Fine Motor Skill Development (page 2)

By — Pearson Allyn Bacon Prentice Hall
Updated on Jul 20, 2010

Materials to Strengthen Eye–Hand Coordination

This refers to focusing and coordinating eye movement and the processing of visual input to control and direct the hands to accomplish desired tasks (Johansson, Westling, Bäckström & Flanagan). Some materials that encourage eye–hand coordination are

  • Golf tees, with clay or Styrofoam to pound the golf tees into.
  • Nails and a wood stump to hammer nails into.
  • Poker chips and a covered potato chip can with a slit in the lid for inserting the chips.
  • A variety of items to pour (water, aquarium gravel) and dishes to pour them into.
  • A wire strainer, pebbles, and two dishes for transferring the pebbles from one dish to another.
  • Peas to shell (these can later be used for lunch or snack).
  • Nesting dolls to stack together.
  • Games such as Pick Up Sticks, Barrel of Monkeys, Operation, Bedbugs, and Don’t Spill the Beans.
  • Small building materials such as 1 inch blocks, legos, tinker toys, gears, Lincoln logs, bristle blocks, marble rolls, and erector sets.
  • A variety of types of puzzles.

Materials to Enhance Wrist Rotation

Wrist rotation includes being able to perform a twisting motion with the wrist. This is necessary for everyday activities such as opening doorknobs. Some materials that promote wrist rotation include

  • Lids and jars to match (provide a variety of different interesting jars and lids).
  • Nuts and bolts to screw together.
  • Padlocks and keys to open and close (provide several different padlocks).
  • Screws, wood to screw them into, and screwdrivers.
  • Items to take apart (hair dryer, toaster, carburetor) with a screwdriver or nut remover.
  • An Etch-a-Sketch.
  • A flashlight for taking apart and reassembling.

Materials to Enhance Wrist Stability

Children’s wrist stability is enhanced by using a vertical surface. Make sure your manipulative area includes some vertical surface work. If there is not room on the walls, consider tabletop easels.

Materials to Enhance Finger Dexterity or Moving Individual Fingers in Isolation

Children often develop finger dexterity while performing finger plays. To extend this activity to the manipulative area, you can add finger puppets (one for each finger) that the child can use to retell a familiar story, song, or finger play. Providing a typewriter for children ages 4 to 8 can also allow children to develop finger dexterity but only if they are using all the fingers as they type.

Materials to Develop the Arches of the Hand (General Hand Development)

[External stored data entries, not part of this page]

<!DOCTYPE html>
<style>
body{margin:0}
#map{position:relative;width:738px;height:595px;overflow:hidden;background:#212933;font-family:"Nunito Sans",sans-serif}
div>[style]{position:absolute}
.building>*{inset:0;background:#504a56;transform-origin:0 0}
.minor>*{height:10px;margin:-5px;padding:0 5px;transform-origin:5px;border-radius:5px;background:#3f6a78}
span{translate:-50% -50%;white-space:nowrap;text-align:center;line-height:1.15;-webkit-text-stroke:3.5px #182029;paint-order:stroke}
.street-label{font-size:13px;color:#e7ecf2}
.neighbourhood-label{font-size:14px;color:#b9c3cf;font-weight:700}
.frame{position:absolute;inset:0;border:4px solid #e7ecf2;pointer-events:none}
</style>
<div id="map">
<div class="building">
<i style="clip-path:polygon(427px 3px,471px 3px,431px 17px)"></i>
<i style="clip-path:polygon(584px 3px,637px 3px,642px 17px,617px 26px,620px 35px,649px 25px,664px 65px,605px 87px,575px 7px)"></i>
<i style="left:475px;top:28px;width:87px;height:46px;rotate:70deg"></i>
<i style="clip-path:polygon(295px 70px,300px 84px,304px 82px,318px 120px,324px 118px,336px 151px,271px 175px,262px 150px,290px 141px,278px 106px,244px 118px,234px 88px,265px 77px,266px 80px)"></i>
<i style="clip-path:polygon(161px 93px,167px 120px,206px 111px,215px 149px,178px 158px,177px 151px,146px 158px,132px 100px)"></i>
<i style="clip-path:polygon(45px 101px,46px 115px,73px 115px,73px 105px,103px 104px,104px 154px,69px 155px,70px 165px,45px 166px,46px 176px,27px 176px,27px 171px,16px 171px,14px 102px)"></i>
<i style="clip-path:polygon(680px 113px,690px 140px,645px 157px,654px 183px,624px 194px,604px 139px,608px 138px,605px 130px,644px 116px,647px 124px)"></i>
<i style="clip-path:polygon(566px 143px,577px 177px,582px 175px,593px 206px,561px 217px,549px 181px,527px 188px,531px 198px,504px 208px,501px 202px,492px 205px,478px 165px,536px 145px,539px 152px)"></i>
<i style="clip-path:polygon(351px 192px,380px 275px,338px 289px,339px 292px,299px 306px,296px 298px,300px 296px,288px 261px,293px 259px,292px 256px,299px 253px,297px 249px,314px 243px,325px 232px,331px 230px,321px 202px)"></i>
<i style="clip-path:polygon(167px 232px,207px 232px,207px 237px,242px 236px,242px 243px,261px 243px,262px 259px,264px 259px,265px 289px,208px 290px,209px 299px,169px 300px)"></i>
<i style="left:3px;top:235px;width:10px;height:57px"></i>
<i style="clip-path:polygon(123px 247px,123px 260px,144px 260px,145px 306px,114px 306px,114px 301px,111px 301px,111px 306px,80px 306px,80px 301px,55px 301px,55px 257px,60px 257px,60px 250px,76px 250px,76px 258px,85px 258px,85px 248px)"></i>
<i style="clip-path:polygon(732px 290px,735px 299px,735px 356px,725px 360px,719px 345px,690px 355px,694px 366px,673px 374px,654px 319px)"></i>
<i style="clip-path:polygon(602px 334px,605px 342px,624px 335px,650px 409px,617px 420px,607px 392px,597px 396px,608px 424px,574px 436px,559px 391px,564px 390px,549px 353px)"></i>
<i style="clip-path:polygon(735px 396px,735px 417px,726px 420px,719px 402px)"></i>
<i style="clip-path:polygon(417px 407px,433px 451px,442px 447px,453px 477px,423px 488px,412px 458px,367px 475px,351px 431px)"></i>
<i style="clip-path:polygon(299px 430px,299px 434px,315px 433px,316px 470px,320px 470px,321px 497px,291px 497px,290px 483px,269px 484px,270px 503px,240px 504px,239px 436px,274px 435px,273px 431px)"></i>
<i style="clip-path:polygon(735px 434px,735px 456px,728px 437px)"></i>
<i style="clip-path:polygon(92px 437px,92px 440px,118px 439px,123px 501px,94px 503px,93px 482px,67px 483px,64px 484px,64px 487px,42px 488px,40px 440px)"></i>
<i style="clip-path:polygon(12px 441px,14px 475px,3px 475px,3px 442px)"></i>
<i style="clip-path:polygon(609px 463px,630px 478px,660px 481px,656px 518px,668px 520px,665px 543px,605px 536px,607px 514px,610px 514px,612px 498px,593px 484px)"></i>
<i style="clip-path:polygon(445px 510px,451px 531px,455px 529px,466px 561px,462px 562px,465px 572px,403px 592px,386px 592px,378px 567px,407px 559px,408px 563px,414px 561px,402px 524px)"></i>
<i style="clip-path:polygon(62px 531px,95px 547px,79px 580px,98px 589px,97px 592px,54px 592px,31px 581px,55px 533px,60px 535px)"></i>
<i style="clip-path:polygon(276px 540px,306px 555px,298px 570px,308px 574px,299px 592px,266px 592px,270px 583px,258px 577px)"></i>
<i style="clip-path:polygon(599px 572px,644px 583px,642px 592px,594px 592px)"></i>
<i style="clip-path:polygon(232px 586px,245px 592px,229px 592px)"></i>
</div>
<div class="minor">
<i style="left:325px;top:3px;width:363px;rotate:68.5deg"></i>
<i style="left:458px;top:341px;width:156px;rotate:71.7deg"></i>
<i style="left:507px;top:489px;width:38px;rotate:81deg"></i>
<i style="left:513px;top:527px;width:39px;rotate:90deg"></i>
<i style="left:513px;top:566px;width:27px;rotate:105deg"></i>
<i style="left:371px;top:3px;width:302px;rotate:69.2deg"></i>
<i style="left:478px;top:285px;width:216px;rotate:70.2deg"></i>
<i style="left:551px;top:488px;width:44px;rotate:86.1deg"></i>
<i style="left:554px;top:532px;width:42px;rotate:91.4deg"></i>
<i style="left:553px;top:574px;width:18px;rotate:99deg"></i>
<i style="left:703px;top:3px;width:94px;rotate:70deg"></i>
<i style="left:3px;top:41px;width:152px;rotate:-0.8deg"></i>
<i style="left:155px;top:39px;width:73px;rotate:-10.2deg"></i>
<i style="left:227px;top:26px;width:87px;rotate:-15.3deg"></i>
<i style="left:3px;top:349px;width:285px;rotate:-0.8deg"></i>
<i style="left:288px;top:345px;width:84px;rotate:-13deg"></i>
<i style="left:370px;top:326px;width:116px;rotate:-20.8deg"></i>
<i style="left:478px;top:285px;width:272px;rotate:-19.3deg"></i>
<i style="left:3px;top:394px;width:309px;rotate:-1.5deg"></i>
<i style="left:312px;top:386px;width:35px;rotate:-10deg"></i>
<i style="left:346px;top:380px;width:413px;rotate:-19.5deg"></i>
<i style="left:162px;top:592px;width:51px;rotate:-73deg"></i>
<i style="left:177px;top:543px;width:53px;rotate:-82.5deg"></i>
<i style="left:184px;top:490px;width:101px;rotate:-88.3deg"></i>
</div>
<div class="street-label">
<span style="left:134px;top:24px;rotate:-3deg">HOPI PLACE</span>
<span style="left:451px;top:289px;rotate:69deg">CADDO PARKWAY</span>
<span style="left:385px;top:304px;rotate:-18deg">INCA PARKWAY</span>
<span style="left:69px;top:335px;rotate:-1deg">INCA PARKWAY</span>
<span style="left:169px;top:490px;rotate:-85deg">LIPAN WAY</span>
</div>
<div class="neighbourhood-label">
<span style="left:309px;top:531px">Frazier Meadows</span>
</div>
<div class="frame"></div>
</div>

There are several materials that are used in therapy to help develop the arches. These can also be used in an early childhood setting with preschool and K–3 children. These materials include

  • Small tongs or clothespins to pick up small objects, such as beads or cotton balls. Children can classify these objects into sorting trays.
  • Small items (pennies, marbles, plastic bugs) with teacher-created cards. The card contains a picture of the type of item and the number of items to hold in your cupped hand. The child draws a card and completes that challenge.
  • Games that include dice (the child shakes the dice in her cupped hands until she reaches a number spun on a dial).
  • Sock puppets (the child can make the puppet “talk” by opening and closing her hand).
  • Plastic packing bubbles to pop with the fingers and palm.
  • Tomy Waterfuls (games where the top is filled with water and you move small objects by pushing a button) (Myers, 1992).

Materials to Enhance Cutting

Cutting may occur in the art area, writing area, or the manipulative area. Children typically progress through developmental stages in cutting. They are first able to cut play dough with a plastic knife or scissors, next snip paper into small pieces, then fringe paper, and finally cut lines (creating strips for paper chains or cutting out newspaper comic strips). At the next stage, children are able to cut out geometric shapes, turning the paper with their holding hand. It is easier for children to cut with high-quality scissors using paper that is card weight.

Special Considerations for Infants and Toddlers

Some of the previously mentioned materials are appropriate for infants and toddlers such as pop together beads or colorforms to place on and pull off surfaces. Infant manipulative materials may be in baskets on the floor with each basket containing groups of similar items. It is recommended that toddlers age 2 or older have a formally designed manipulative area (Texas Child Care, 2005). Some manipulative materials that are suitable for infants and toddlers include

  • A basket of different types of rattles.
  • An assortment of small boxes to open and close, each filled with a surprise (stuffed toy, unbreakable mirror glued inside, jewelry, shiny key chain).
  • Nesting boxes, bowls, or butter tubs to stack.
  • Pots and pans with lids to take off and on.
  • A decorated coffee can or hot chocolate can with a hole in the top with items that fit through the hole (the items can be changed when children lose interest in the current items).
  • An empty tissue box with scarves to pull out.
  • Simple puzzles.
  • Busy boxes.
  • Duplos or other snap-together building blocks.